Evlenmeleri de ayrı bir problemdi. Evlerine
bir papaz çağırmaları gerekecekti ki Santa
gibi gerçek Müslüman yaşamayan bölgelerde
zor olmayan bu iş bir kaç kuşak önce İslama
samimiyetle geçmiş köylülerle birlikte
yaşanan bölgelerde tehlikeliydi: O dönemde
bir Müslüman evine papaz girdiğinin
görülmesi tüm ailenin hayatına mal
olabilirdi.
1839 Tanzimat Fermanı'na dek bir Müslümanın
Hristiyan olması yani mürtedliğin cezası
İslam hukukuna göre tövbe etmezse
tartışmasız ölümdür.
Bohemyalı gezgin
Dernschwam, "İstanbul ve Anadolu’ya Seyahat"

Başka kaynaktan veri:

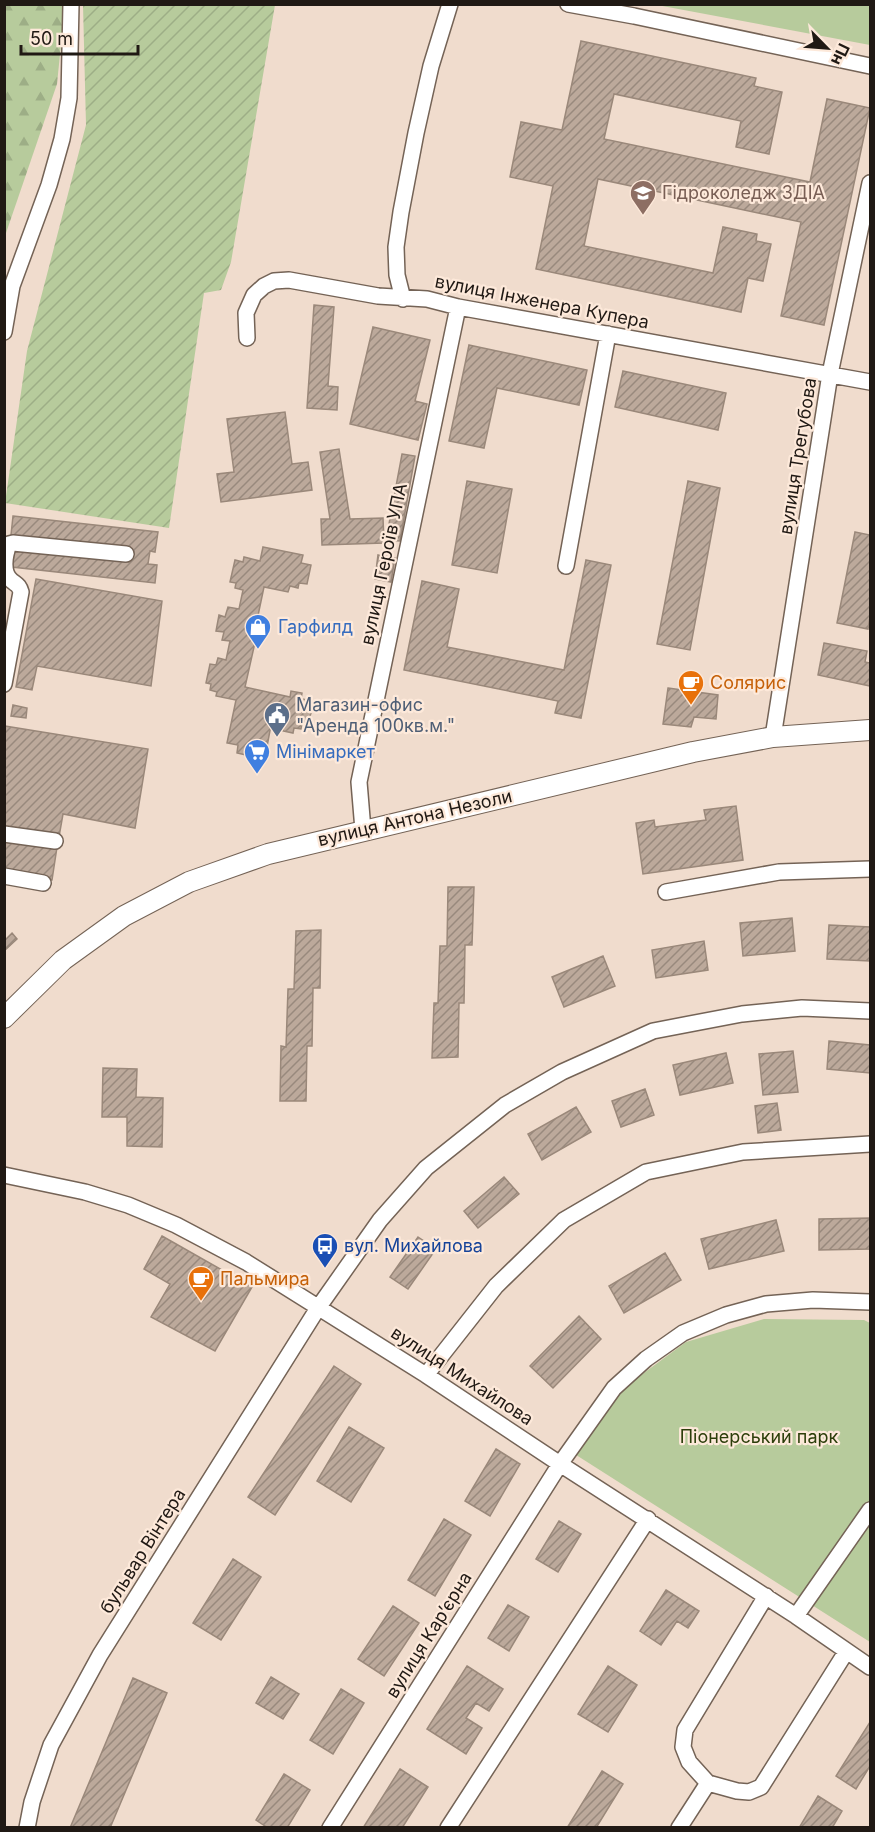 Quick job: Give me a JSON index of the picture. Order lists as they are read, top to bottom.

adlı eserinde 14 Şubat 1550 tarihinde
İstanbul’da Müslüman olmuş bir Rum’un
gizlice eski dinini yaşadığı açığa
çıktığında At Meydanı’nda canlı canlı
yakıldığını bildirmiştir. Asafi Dal Mehmed
Çelebi’nin Şecaatname adlı eserinde,
Özdemiroğlu
Asaf Paşa’nın İran’a düzenlediği sefer
sırasında mürtedi olan bir Rum'un kadıya
bile başvurulmadan yakılarak öldürülmesi
anlatılmakta hatta insan yakma cezasını
gösteren bir minyatür de yeralmaktadır.
Gizli Hristiyanlar, 18 Şubat 1856 tarihinde
Abdülmecit’in Paris anlaşmasını imzalaması,
arkasından 30 Mart’ta Hatt-ı Hümayun'un
gelmesi, Petros Savvas Sidderopoulos adlı
bir Rum'un 14 Mayıs'da Hristiyan olduğunu
açıklamasına rağmen canına kastedilmemesinin
verdiği güven duygusuyla durumlarını
açıklayarak resmen Hristiyan olarak kabül
edilmelerini sağlamak istemişlerdir. Mart
1857'de Trabzon Kızlar (Panagia
Theoskepastos) Manastırı’nda toplanan 44
Ortodoks rahibi 15 Temmuz 1857 günü
Kromlular'ın Hristiyan olduklarını duyurmak,
Avrupalı ülkelere durumlarını anlatmak için
Trabzon'da Vice-konsül F. Stevens
aracılığıyla İstanbul’daki İngiliz
büyükelçiliğine başvurmuşlardır. Stevens,
Kromni, Argyropolis, Santa ve Hapsiköy'de 55
köyde yaptığı araştırmada 9.533 Müslüman,
17.200 Gizli Hristiyan ile 28.960 Hristiyan
yaşadığını belirlemiş olup, konuyla ilgili
tüm belgeler bugün Londra’daki Foreign
Office Arşivi’nde saklanmaktadır. Uzun
süredir İslam bilinen Kromluların dağdan
inerek Trabzon Uzun Sokak'ta bulunan İngiliz
elçiliğine gelmesi ve durumlarını açıklaması
hayretle karşılanmış, "Uzun Sokak çamur oldi/
Kromlilar gâvur oldu" deyişinde olduğu gibi
folklorik etkileri bugüne dek ulaşmıştır.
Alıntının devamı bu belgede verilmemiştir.